(Stored data entries)
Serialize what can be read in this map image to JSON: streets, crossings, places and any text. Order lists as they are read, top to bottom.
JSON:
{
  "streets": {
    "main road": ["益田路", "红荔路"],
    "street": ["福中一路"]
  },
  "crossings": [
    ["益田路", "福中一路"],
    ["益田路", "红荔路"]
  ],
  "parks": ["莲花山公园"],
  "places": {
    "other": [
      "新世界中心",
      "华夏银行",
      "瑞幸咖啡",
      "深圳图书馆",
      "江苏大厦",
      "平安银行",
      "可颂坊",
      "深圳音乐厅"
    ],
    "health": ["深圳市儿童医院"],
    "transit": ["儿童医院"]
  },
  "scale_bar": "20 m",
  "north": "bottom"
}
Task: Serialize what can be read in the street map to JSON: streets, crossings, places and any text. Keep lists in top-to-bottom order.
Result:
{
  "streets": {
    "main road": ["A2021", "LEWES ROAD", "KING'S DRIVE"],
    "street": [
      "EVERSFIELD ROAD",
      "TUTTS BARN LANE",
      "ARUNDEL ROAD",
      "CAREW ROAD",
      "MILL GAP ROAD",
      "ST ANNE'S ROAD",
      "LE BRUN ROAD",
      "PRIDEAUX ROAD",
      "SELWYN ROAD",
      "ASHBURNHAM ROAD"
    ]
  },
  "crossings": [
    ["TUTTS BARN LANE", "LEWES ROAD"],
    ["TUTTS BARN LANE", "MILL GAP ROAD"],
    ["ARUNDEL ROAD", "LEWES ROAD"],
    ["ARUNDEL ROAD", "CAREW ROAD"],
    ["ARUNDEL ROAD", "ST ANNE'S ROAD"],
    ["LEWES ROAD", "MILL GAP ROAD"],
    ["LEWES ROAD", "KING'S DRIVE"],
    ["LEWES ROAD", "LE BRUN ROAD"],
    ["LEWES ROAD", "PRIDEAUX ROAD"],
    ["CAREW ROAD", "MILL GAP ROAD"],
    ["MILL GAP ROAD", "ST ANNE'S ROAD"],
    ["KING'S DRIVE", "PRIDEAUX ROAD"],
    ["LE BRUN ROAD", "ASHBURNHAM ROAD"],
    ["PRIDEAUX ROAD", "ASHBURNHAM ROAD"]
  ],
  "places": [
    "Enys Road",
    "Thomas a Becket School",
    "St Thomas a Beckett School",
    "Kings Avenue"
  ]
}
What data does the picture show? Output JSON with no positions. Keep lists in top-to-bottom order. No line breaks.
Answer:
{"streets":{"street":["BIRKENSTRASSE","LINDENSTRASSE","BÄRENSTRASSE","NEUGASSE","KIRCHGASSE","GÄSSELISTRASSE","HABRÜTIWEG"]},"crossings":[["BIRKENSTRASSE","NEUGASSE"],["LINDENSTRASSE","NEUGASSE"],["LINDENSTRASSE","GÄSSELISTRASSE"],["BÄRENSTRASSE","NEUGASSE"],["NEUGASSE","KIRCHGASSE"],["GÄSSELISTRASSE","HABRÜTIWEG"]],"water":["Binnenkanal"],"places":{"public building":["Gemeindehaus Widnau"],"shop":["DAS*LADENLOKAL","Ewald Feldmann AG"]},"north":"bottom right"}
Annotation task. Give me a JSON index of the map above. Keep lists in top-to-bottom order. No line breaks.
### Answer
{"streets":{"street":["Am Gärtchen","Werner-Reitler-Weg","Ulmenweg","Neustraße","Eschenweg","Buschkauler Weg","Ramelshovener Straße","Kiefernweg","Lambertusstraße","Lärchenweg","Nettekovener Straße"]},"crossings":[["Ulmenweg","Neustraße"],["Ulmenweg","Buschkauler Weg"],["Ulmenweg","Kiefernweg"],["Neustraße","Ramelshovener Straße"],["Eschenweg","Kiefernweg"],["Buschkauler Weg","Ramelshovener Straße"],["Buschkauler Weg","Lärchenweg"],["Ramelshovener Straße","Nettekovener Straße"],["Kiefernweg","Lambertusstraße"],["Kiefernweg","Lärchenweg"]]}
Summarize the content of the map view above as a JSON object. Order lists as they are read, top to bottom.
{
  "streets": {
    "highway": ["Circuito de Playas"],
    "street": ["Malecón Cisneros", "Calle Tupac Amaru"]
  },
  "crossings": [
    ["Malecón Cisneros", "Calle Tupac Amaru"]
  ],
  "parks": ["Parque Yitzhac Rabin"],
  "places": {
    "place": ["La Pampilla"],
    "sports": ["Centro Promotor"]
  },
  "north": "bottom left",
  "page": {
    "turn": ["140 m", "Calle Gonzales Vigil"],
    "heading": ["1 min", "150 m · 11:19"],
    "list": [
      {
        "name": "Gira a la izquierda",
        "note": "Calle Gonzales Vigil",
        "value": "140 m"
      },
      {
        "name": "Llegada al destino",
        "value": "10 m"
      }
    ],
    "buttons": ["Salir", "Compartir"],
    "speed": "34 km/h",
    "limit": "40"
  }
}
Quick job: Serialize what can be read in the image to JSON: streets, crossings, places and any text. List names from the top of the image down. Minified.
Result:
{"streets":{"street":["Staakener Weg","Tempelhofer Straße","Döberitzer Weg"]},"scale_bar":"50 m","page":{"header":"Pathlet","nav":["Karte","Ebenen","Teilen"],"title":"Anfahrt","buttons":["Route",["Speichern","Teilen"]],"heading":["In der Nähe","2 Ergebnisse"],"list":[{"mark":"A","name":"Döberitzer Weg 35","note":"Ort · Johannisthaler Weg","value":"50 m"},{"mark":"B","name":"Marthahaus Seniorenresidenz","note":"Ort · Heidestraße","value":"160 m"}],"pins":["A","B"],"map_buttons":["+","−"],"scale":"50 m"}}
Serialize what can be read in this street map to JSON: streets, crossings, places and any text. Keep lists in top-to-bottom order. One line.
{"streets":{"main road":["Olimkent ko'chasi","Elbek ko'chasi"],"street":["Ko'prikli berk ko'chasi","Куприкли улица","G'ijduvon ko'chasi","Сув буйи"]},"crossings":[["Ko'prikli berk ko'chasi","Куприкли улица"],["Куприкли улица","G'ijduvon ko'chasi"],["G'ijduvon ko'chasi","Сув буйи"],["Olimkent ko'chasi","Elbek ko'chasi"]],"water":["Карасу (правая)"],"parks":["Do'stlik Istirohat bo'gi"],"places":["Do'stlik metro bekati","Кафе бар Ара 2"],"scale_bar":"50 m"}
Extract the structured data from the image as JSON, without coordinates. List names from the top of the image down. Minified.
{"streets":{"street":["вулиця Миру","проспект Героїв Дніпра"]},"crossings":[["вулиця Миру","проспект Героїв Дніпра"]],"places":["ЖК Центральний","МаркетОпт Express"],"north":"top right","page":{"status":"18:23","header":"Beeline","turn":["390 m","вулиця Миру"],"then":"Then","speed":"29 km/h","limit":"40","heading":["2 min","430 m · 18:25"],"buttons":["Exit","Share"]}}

Task details –
Output the entire set of records exactly as shown.

Written reply –
Serialize what can be read in this map image to JSON: streets, crossings, places and any text. Order lists as they are read, top to bottom.
JSON:
{
  "streets": {
    "main road": ["益田路", "红荔路"],
    "street": ["福中一路"]
  },
  "crossings": [
    ["益田路", "福中一路"],
    ["益田路", "红荔路"]
  ],
  "parks": ["莲花山公园"],
  "places": {
    "other": [
      "新世界中心",
      "华夏银行",
      "瑞幸咖啡",
      "深圳图书馆",
      "江苏大厦",
      "平安银行",
      "可颂坊",
      "深圳音乐厅"
    ],
    "health": ["深圳市儿童医院"],
    "transit": ["儿童医院"]
  },
  "scale_bar": "20 m",
  "north": "bottom"
}
Task: Serialize what can be read in the street map to JSON: streets, crossings, places and any text. Keep lists in top-to-bottom order.
Result:
{
  "streets": {
    "main road": ["A2021", "LEWES ROAD", "KING'S DRIVE"],
    "street": [
      "EVERSFIELD ROAD",
      "TUTTS BARN LANE",
      "ARUNDEL ROAD",
      "CAREW ROAD",
      "MILL GAP ROAD",
      "ST ANNE'S ROAD",
      "LE BRUN ROAD",
      "PRIDEAUX ROAD",
      "SELWYN ROAD",
      "ASHBURNHAM ROAD"
    ]
  },
  "crossings": [
    ["TUTTS BARN LANE", "LEWES ROAD"],
    ["TUTTS BARN LANE", "MILL GAP ROAD"],
    ["ARUNDEL ROAD", "LEWES ROAD"],
    ["ARUNDEL ROAD", "CAREW ROAD"],
    ["ARUNDEL ROAD", "ST ANNE'S ROAD"],
    ["LEWES ROAD", "MILL GAP ROAD"],
    ["LEWES ROAD", "KING'S DRIVE"],
    ["LEWES ROAD", "LE BRUN ROAD"],
    ["LEWES ROAD", "PRIDEAUX ROAD"],
    ["CAREW ROAD", "MILL GAP ROAD"],
    ["MILL GAP ROAD", "ST ANNE'S ROAD"],
    ["KING'S DRIVE", "PRIDEAUX ROAD"],
    ["LE BRUN ROAD", "ASHBURNHAM ROAD"],
    ["PRIDEAUX ROAD", "ASHBURNHAM ROAD"]
  ],
  "places": [
    "Enys Road",
    "Thomas a Becket School",
    "St Thomas a Beckett School",
    "Kings Avenue"
  ]
}
What data does the picture show? Output JSON with no positions. Keep lists in top-to-bottom order. No line breaks.
Answer:
{"streets":{"street":["BIRKENSTRASSE","LINDENSTRASSE","BÄRENSTRASSE","NEUGASSE","KIRCHGASSE","GÄSSELISTRASSE","HABRÜTIWEG"]},"crossings":[["BIRKENSTRASSE","NEUGASSE"],["LINDENSTRASSE","NEUGASSE"],["LINDENSTRASSE","GÄSSELISTRASSE"],["BÄRENSTRASSE","NEUGASSE"],["NEUGASSE","KIRCHGASSE"],["GÄSSELISTRASSE","HABRÜTIWEG"]],"water":["Binnenkanal"],"places":{"public building":["Gemeindehaus Widnau"],"shop":["DAS*LADENLOKAL","Ewald Feldmann AG"]},"north":"bottom right"}
Annotation task. Give me a JSON index of the map above. Keep lists in top-to-bottom order. No line breaks.
### Answer
{"streets":{"street":["Am Gärtchen","Werner-Reitler-Weg","Ulmenweg","Neustraße","Eschenweg","Buschkauler Weg","Ramelshovener Straße","Kiefernweg","Lambertusstraße","Lärchenweg","Nettekovener Straße"]},"crossings":[["Ulmenweg","Neustraße"],["Ulmenweg","Buschkauler Weg"],["Ulmenweg","Kiefernweg"],["Neustraße","Ramelshovener Straße"],["Eschenweg","Kiefernweg"],["Buschkauler Weg","Ramelshovener Straße"],["Buschkauler Weg","Lärchenweg"],["Ramelshovener Straße","Nettekovener Straße"],["Kiefernweg","Lambertusstraße"],["Kiefernweg","Lärchenweg"]]}
Summarize the content of the map view above as a JSON object. Order lists as they are read, top to bottom.
{
  "streets": {
    "highway": ["Circuito de Playas"],
    "street": ["Malecón Cisneros", "Calle Tupac Amaru"]
  },
  "crossings": [
    ["Malecón Cisneros", "Calle Tupac Amaru"]
  ],
  "parks": ["Parque Yitzhac Rabin"],
  "places": {
    "place": ["La Pampilla"],
    "sports": ["Centro Promotor"]
  },
  "north": "bottom left",
  "page": {
    "turn": ["140 m", "Calle Gonzales Vigil"],
    "heading": ["1 min", "150 m · 11:19"],
    "list": [
      {
        "name": "Gira a la izquierda",
        "note": "Calle Gonzales Vigil",
        "value": "140 m"
      },
      {
        "name": "Llegada al destino",
        "value": "10 m"
      }
    ],
    "buttons": ["Salir", "Compartir"],
    "speed": "34 km/h",
    "limit": "40"
  }
}
Quick job: Serialize what can be read in the image to JSON: streets, crossings, places and any text. List names from the top of the image down. Minified.
Result:
{"streets":{"street":["Staakener Weg","Tempelhofer Straße","Döberitzer Weg"]},"scale_bar":"50 m","page":{"header":"Pathlet","nav":["Karte","Ebenen","Teilen"],"title":"Anfahrt","buttons":["Route",["Speichern","Teilen"]],"heading":["In der Nähe","2 Ergebnisse"],"list":[{"mark":"A","name":"Döberitzer Weg 35","note":"Ort · Johannisthaler Weg","value":"50 m"},{"mark":"B","name":"Marthahaus Seniorenresidenz","note":"Ort · Heidestraße","value":"160 m"}],"pins":["A","B"],"map_buttons":["+","−"],"scale":"50 m"}}
Serialize what can be read in this street map to JSON: streets, crossings, places and any text. Keep lists in top-to-bottom order. One line.
{"streets":{"main road":["Olimkent ko'chasi","Elbek ko'chasi"],"street":["Ko'prikli berk ko'chasi","Куприкли улица","G'ijduvon ko'chasi","Сув буйи"]},"crossings":[["Ko'prikli berk ko'chasi","Куприкли улица"],["Куприкли улица","G'ijduvon ko'chasi"],["G'ijduvon ko'chasi","Сув буйи"],["Olimkent ko'chasi","Elbek ko'chasi"]],"water":["Карасу (правая)"],"parks":["Do'stlik Istirohat bo'gi"],"places":["Do'stlik metro bekati","Кафе бар Ара 2"],"scale_bar":"50 m"}
Extract the structured data from the image as JSON, without coordinates. List names from the top of the image down. Minified.
{"streets":{"street":["вулиця Миру","проспект Героїв Дніпра"]},"crossings":[["вулиця Миру","проспект Героїв Дніпра"]],"places":["ЖК Центральний","МаркетОпт Express"],"north":"top right","page":{"status":"18:23","header":"Beeline","turn":["390 m","вулиця Миру"],"then":"Then","speed":"29 km/h","limit":"40","heading":["2 min","430 m · 18:25"],"buttons":["Exit","Share"]}}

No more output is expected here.